Pourtant le gouvernement s’est engagé à vous soutenir, notamment à travers un contrat-programme 2020-2022 signé avec Confédération nationale du tourisme (CNT). Qu’est-ce qui bloque?
Effectivement, un contrat-programme a été signé en août 2020. Mais il s’avère une coquille vide. Rien ou presque n’a été mis en oeuvre pour le moment. Avant le contrat-programme, nous avons tenu plusieurs réunions avec le ministère du Tourisme, nous avons convenu sur plusieurs points, mais rien n’a été fait. Nous ne comprenons pas pourquoi le gouvernement ne veut pas honorer ses engagements, des dizaines de milliers de Marocains souffrent à cause de cette lenteur et ce manque de coordination entre les différents départements ministériels.

Que reprochez-vous concrètement au gouvernement?
Concrètement, comment se fait-il qu’on impose à un secteur à l’arrêt depuis mars 2020 de payer des taxes et des impôts? C’est insensé, illogique et contre-productif. Au lieu de nous soutenir, l’Etat nous enfonce davantage dans notre crise. Comment voulez-vous que je paie la vignette sur des véhicules immobilisés depuis des mois? C’est du n’importe quoi! Par ailleurs, nous avons convenu d’un report des échéances de nos crédits.

C’est bien sur le papier, mais sur le terrain c’est autre chose. Les organismes de financement, les sociétés de crédit et de leasing refusent de jouer le jeu et font preuve d’un manque de solidarité. Ils nous disent qu’ils n’ont rien reçu d’officiel. Certains, effectivement, proposent des reports à certains de leurs clients, mais qui ne font pas partie du dispositif de soutien. Avec ces reports «commerciaux », très contraignants, tu te retrouves à payer 13% d’intérêts supplémentaires chaque trimestre.

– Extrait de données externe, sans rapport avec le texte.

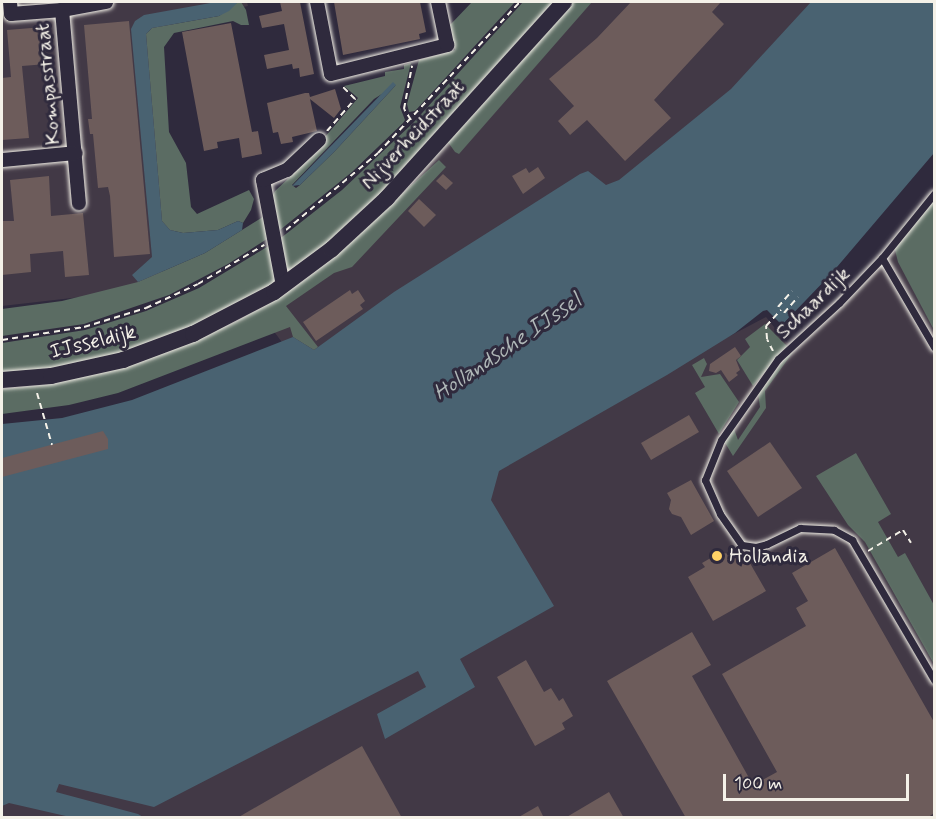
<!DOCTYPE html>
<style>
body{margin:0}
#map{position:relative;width:936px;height:819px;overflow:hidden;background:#2f2a3d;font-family:Mynerve,sans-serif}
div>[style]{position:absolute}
.built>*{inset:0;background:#423946}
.green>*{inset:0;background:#5b6c63}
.water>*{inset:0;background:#496271}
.building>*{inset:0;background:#6d5c5b}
.path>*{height:2px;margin-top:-1px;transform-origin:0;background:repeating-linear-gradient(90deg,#f4f1e8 0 6px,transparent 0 10.5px)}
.roads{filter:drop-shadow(0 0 2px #f4f1e8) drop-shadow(0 0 2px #f4f1e8)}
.service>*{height:7px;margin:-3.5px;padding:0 3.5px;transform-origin:3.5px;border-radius:3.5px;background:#2f2a3d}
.minor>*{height:14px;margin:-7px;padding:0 7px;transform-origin:7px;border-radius:7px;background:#2f2a3d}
.tertiary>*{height:16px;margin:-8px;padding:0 8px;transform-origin:8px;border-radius:8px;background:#2f2a3d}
.dots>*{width:16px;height:16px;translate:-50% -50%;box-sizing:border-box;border:3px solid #2f2a3d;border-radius:50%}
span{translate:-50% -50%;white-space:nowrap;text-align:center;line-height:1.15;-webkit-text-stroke:6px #2f2a3d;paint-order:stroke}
.street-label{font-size:21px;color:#f4f1e8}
.poi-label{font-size:21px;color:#f4f1e8}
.left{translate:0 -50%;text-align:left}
.water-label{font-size:22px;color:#b0b8b8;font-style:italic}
.frame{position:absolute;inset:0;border:3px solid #f4f1e8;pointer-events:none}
.scale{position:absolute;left:723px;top:774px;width:186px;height:27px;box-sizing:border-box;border:3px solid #f4f1e8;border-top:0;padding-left:8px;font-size:18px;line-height:21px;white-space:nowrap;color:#f4f1e8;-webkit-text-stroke:4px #2f2a3d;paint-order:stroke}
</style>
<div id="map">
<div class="built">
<div style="clip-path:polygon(2px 2px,247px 2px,248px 6px,148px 30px,179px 210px,160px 278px,116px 293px,2px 306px)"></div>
<div style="clip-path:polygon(575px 2px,845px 2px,676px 156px,306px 375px,256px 307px,341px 263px)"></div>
<div style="clip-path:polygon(934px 193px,934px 817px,2px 818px,2px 788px,479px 498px,491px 462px,766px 317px,787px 343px,792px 341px,880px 258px)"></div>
</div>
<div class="green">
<div style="clip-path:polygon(238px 2px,241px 2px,246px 10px,249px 25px,241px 25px,233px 21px,174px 33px,164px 47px,169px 132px,186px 163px,191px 207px,197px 214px,249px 190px,254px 199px,251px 210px,243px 223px,238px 221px,218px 230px,183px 233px,170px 230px,162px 221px,146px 34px,152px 28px,219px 16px)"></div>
<div style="clip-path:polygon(472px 2px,515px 2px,415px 111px,409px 112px,407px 104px,419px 60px,455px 50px,450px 25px)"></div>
<div style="clip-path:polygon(523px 2px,557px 2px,349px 227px,308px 260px,287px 272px,277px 241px,342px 190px,379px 155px,413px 123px)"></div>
<div style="clip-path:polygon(570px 2px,592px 2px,459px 154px,455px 152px,445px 138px)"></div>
<div style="clip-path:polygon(evenodd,411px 63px,400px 107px,405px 120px,403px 123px,352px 172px,275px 234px,271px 199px,275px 191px,321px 148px,319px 144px,358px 98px,344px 86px,385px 76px,385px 72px,404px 69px,404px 65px,411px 63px,396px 85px,334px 152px,300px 185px,296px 188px,292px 185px,374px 99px,396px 85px)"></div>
<div style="clip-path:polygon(439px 160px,446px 167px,352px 267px,334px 273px,286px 306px,318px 347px,314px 350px,293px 337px,290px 327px,118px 393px,69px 405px,2px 414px,2px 389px,44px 385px,93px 374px,185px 344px,235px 322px,281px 297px,324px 265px)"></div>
<div style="clip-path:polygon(934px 200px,934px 330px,898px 262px,895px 250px,895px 246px)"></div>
<div style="clip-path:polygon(266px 215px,270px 237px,228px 264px,169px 295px,84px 324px,2px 336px,2px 309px,62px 301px,138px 282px,205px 253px)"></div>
<div style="clip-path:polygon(272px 244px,278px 274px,274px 284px,205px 323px,128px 352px,68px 366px,2px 373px,2px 343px,85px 330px,146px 311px,199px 288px)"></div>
<div style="clip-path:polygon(765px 324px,787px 346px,753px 386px,737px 360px,750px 347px,745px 339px)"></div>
<div style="clip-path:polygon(793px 352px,765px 391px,766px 408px,733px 456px,724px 441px,733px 426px,738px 440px,760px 407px,758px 394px,784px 359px)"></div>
<div style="clip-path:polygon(704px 358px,707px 364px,701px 377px,720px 374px,739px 402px,719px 434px,695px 393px,705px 387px,692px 365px)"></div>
<div style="clip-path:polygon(856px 453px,891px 514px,878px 522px,898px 557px,905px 553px,934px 605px,934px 664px,865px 542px,848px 525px,816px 476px)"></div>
</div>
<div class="water">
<div style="clip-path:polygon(216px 2px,238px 2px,229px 11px,219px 16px,152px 28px,146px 34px,162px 221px,170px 230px,183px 233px,218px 230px,238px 221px,243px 223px,242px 230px,205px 253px,138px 282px,132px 275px,152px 257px,131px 29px,135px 21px,144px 15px)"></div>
<div style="clip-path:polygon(811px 2px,934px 2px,934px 153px,831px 274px,782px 325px,767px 310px,763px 311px,735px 333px,667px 375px,499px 471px,491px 500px,554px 606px,460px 659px,475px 687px,385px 739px,377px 714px,426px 687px,418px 671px,154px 807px,59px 784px,56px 792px,138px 814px,143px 817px,70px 817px,9px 803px,2px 806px,2px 424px,62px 418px,132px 400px,293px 337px,314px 350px,394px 292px,580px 174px,588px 171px,606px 185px,619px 180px,731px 89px)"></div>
<div style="clip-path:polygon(393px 82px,396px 85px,334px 152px,300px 185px,292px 186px)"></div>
</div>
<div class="building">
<div style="clip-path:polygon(280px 2px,300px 2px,314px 74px,300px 77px,299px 68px,293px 69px,292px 64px,267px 69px,264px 55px,289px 50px,284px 24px,262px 28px,259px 16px,282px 11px)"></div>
<div style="clip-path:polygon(334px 2px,420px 2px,426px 32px,419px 34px,420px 39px,343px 55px)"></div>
<div style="clip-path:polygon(631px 2px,721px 2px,712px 12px,724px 24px,654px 100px,671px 118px,625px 161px,587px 120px,570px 135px,566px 130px,558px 121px,574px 106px,549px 79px,597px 38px)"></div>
<div style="clip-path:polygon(129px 21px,150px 254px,114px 257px,110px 196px,108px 187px,98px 188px,93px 134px,90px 134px,88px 119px,92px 119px,84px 25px)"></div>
<div style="clip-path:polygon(231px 23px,252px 132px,258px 131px,262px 154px,242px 158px,239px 138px,217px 142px,218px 148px,204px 151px,182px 32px)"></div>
<div style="clip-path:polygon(44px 27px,47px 64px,22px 66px,29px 138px,2px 140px,2px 78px,11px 77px,7px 30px)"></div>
<div style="clip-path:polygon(335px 89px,341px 109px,334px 118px,310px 99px,317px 131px,292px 137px,293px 142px,281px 144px,278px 132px,273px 133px,267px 103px,305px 93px,309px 93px,310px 97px)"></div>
<div style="clip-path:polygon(538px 167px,545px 178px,523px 194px,512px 176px,526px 168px,529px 173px)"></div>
<div style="clip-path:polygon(443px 174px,453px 183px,446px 190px,436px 181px)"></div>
<div style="clip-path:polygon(49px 176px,51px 216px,83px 213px,89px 275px,65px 277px,63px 251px,30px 254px,31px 272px,2px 275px,2px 221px,14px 221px,10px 180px)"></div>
<div style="clip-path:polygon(419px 199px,436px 215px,424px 227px,408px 211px)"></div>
<div style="clip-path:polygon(350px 290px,352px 294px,358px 290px,365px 301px,360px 305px,363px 309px,316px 341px,303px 322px)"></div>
<div style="clip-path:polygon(735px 347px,741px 356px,736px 360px,740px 370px,736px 373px,738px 375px,729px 382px,721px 370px,716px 373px,709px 371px,710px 364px)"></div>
<div style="clip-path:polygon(689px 415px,699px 432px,651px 460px,641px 443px)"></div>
<div style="clip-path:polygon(103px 431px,108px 439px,108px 449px,2px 477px,2px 458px)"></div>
<div style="clip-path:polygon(770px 442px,802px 488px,758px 517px,727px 471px)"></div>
<div style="clip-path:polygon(691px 480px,714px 521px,691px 535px,681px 517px,672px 514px,669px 509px,671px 500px,667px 493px)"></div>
<div style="clip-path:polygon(835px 548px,934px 722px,934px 813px,927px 818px,686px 818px,607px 681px,692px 632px,711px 665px,692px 676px,753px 785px,777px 772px,722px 674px,806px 626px,796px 608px,808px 601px,792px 573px)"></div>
<div style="clip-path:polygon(738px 549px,743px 551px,766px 591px,713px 621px,688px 577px,705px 567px,702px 563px,721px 552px,728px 554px)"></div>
<div style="clip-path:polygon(526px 660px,544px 692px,551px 688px,559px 701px,563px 698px,573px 716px,562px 723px,565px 729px,535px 746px,497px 677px)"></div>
<div style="clip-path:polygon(362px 746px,402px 818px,237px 818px)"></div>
<div style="clip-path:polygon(609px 792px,624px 818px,565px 818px)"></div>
<div style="clip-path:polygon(538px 806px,544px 818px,517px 818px)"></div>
</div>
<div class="path">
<div style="left:411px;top:120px;width:13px;rotate:-122deg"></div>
<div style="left:404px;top:109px;width:44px;rotate:-79.5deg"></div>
<div style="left:327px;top:131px;width:43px;rotate:-48.8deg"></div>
<div style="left:355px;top:99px;width:20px;rotate:-135deg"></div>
<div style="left:286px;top:230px;width:120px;rotate:-39.9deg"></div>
<div style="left:378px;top:153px;width:207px;rotate:-46.8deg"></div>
<div style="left:778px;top:307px;width:21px;rotate:-49deg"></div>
<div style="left:784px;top:313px;width:21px;rotate:-49deg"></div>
<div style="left:2px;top:340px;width:83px;rotate:-9deg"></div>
<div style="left:84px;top:327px;width:65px;rotate:-17deg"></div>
<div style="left:146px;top:308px;width:57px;rotate:-24.8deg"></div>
<div style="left:198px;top:284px;width:77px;rotate:-30.6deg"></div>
<div style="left:773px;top:351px;width:13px;rotate:-117deg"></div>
<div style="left:767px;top:339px;width:13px;rotate:-94deg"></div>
<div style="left:766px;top:326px;width:22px;rotate:-47deg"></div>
<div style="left:37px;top:393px;width:54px;rotate:73.9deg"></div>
<div style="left:868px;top:551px;width:41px;rotate:-31deg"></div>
<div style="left:903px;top:530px;width:15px;rotate:58deg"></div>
</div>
<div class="roads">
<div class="service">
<div style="left:934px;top:194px;width:82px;rotate:129.1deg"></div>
<div style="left:882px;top:258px;width:62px;rotate:133.7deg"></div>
<div style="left:839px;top:303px;width:83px;rotate:137.4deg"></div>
<div style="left:778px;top:359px;width:99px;rotate:125.1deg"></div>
<div style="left:721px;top:440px;width:43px;rotate:111.8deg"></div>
<div style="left:705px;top:480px;width:37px;rotate:66deg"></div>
<div style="left:720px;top:514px;width:38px;rotate:55deg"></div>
<div style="left:742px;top:545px;width:14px;rotate:8deg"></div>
<div style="left:756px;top:547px;width:11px;rotate:-15deg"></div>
<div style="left:767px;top:544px;width:37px;rotate:-26deg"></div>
<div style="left:800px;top:528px;width:34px;rotate:3deg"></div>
<div style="left:834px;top:530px;width:21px;rotate:29deg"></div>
<div style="left:852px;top:540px;width:162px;rotate:59.6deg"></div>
<div style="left:882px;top:258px;width:103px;rotate:59.7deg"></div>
</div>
<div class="minor">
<div style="left:10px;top:2px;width:12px;rotate:85deg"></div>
<div style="left:11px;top:14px;width:51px;rotate:-4.5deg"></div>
<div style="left:62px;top:10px;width:45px;rotate:-10.3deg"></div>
<div style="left:317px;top:2px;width:73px;rotate:79deg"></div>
<div style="left:331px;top:74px;width:120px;rotate:-14deg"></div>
<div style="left:447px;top:45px;width:44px;rotate:-101.8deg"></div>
<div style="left:62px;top:10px;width:194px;rotate:85deg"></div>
<div style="left:2px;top:160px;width:74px;rotate:-5.4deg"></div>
<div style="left:283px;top:286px;width:108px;rotate:-100.7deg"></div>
<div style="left:263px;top:180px;width:26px;rotate:-23deg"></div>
<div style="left:287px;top:170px;width:44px;rotate:-43.2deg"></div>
</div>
<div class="tertiary">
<div style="left:2px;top:380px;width:49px;rotate:-4.7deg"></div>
<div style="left:51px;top:376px;width:74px;rotate:-12.5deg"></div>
<div style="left:123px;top:360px;width:75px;rotate:-20.4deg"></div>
<div style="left:193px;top:334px;width:91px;rotate:-27.4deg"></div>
<div style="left:274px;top:292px;width:72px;rotate:-36.6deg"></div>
<div style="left:332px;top:249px;width:75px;rotate:-42.8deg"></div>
<div style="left:387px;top:198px;width:264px;rotate:-47.9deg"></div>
</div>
</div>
<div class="dots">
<div style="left:717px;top:556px;background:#ffd166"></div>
</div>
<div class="street-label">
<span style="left:48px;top:84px;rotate:-95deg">Kompasstraat</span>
<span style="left:413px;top:135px;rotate:-47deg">Nijverheidstraat</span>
<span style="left:813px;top:303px;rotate:-44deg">Schaardijk</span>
<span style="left:93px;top:342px;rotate:-14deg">IJsseldijk</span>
</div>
<div class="poi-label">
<span class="left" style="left:729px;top:556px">Hollandia</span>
</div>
<div class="water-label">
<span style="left:508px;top:348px;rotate:-34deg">Hollandsche IJssel</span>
</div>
<div class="frame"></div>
<div class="scale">100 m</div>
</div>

Le gouvernement s’est engagé à octroyer une indemnité forfaitaire mensuelle de 2.000 dirhams aux employés du secteur du tourisme en arrêt de travail…
Effectivement, mais cette mesure, certes salutaire, présente plusieurs lacunes. Le secteur du transport touristique emploie 13.000 salariés, dont certains n’ont pas reçu cette indemnité car elle est conditionnée par une déclaration à la Caisse nationale de sécurité sociale (CNSS) le mois de février 2020. Même si t’es déclaré des dizaines d’années et que t’as eu le malheur de ne pas l’être le mois de février 2020, tu ne bénéficieras pas de cette indemnité. De même, pour les 8.000 saisonniers auxquels nous faisons appel lors de périodes de pic, ils ne font pas partie de la catégorie de bénéficiaires.

Vous avez déclaré être déçus par les annonces du ministère du Tourisme relatives à la promotion du tourisme interne. Pourquoi?
Il existe d’énormes contradictions et manque de coordination entre les ministères du tourisme et de l’Intérieur. On parle de promotion du tourisme interne, et en parallèle on vous refuse les autorisations de déplacements.

Pire, plusieurs chauffeurs qui transportaient des touristes, et qui disposaient d’autorisations, ont été bloqués et priés de rebrousser chemin. Ceci alors que d’autres compagnies de transport connues de la place ne sont pas dérangées. Il y a un deux poids-deux mesures que nous n’acceptons pas. Et la liste est longue des dysfonctionnements, aberrations et manque de soutien auxquels nous faisons face.

Quelles actions allez-vous entamer après les manifestations de cette semaine?
Il y en aura d’autres, en plus d’une marche que nous allons organiser très prochainement vers Rabat. Nous allons tout faire que le gouvernement intervienne et nous vienne réellement en aide. Aujourd’hui, 86% des entreprises sont en arrêt d’activité. Plusieurs ont mis la clé sous le paillasson, d’autres leur emboîteront le pas si rien n’est fait.